TASK BRIEF
From the listing below, pull out every line where the string "text" appears.

DATA FOR ANALYSIS

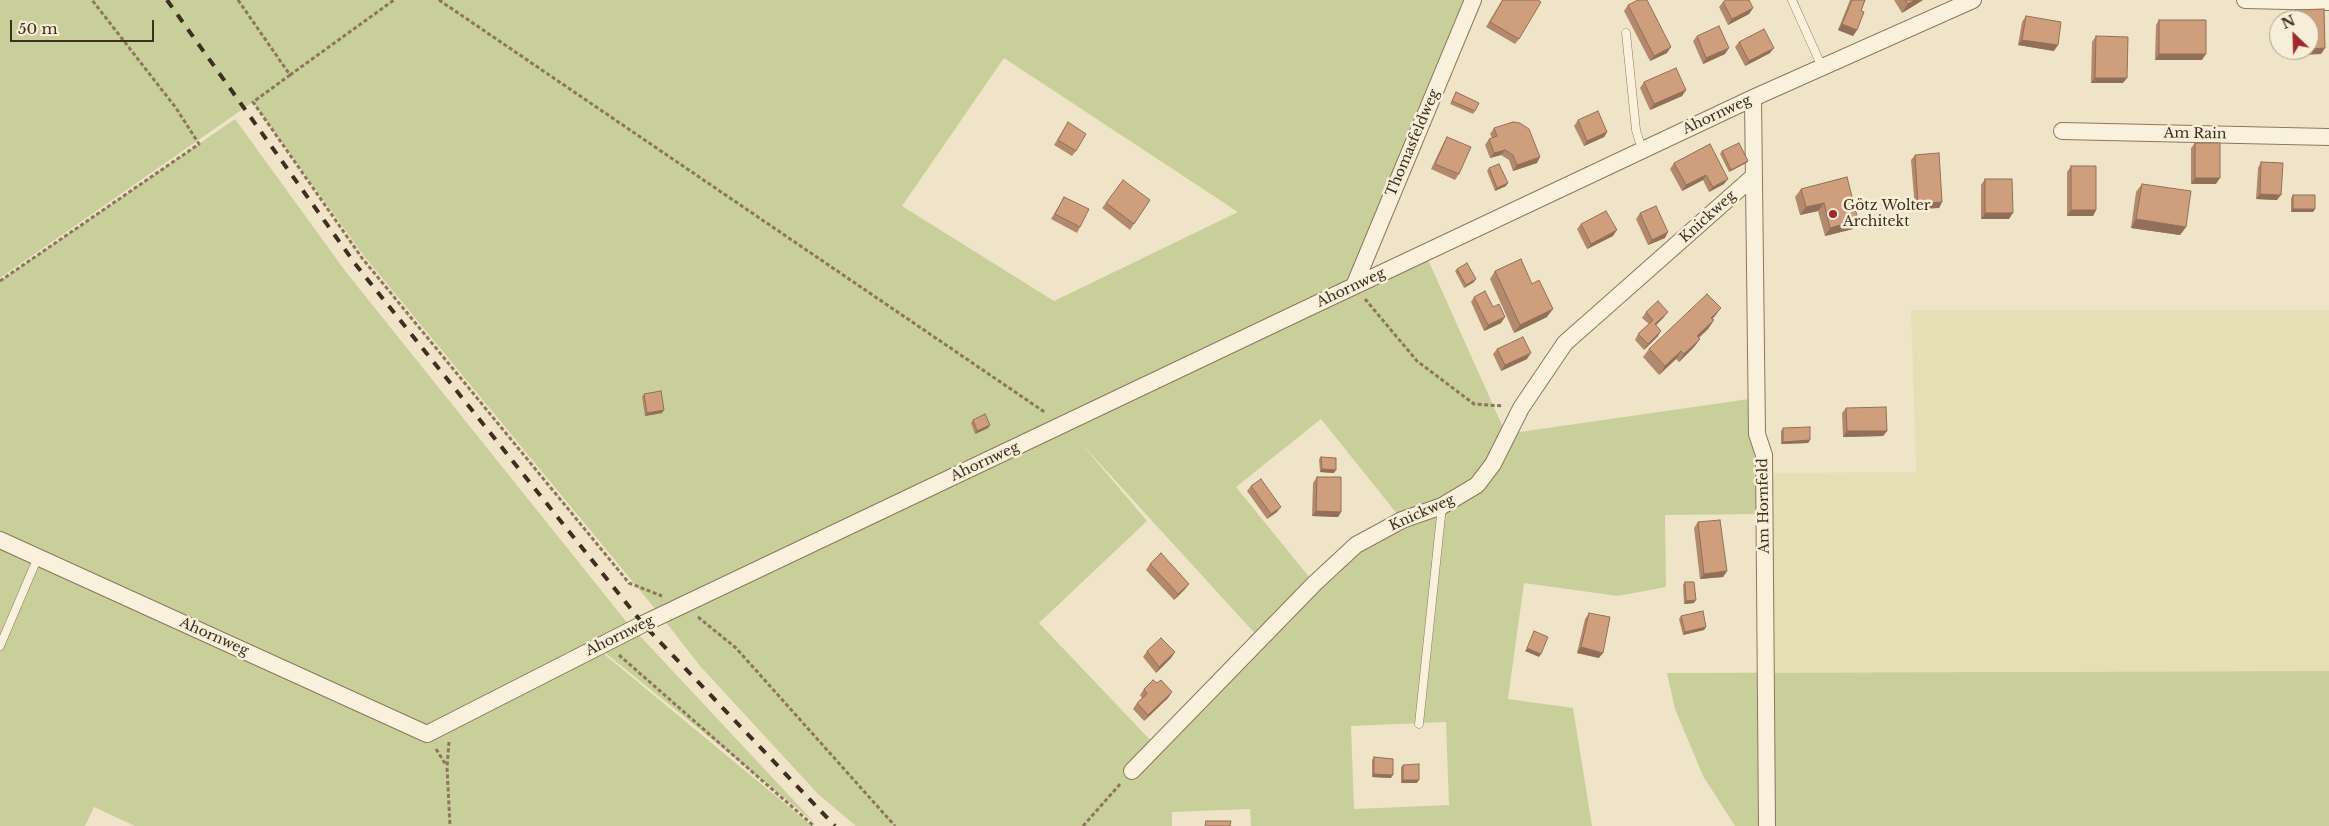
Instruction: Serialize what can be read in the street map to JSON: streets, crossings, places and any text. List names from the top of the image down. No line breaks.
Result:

* * *

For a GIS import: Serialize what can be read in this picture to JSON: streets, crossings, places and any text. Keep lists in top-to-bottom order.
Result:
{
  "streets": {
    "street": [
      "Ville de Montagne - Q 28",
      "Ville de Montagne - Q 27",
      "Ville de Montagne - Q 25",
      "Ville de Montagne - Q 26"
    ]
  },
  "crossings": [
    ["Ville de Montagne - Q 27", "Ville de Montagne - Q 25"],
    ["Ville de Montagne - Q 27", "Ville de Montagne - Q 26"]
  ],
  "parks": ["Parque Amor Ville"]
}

RESULT BELOW
Instruction: Serialize what can be read in the street map to JSON: streets, crossings, places and any text. List names from the top of the image down. No line breaks.
For a GIS import: Serialize what can be read in this picture to JSON: streets, crossings, places and any text. Keep lists in top-to-bottom order.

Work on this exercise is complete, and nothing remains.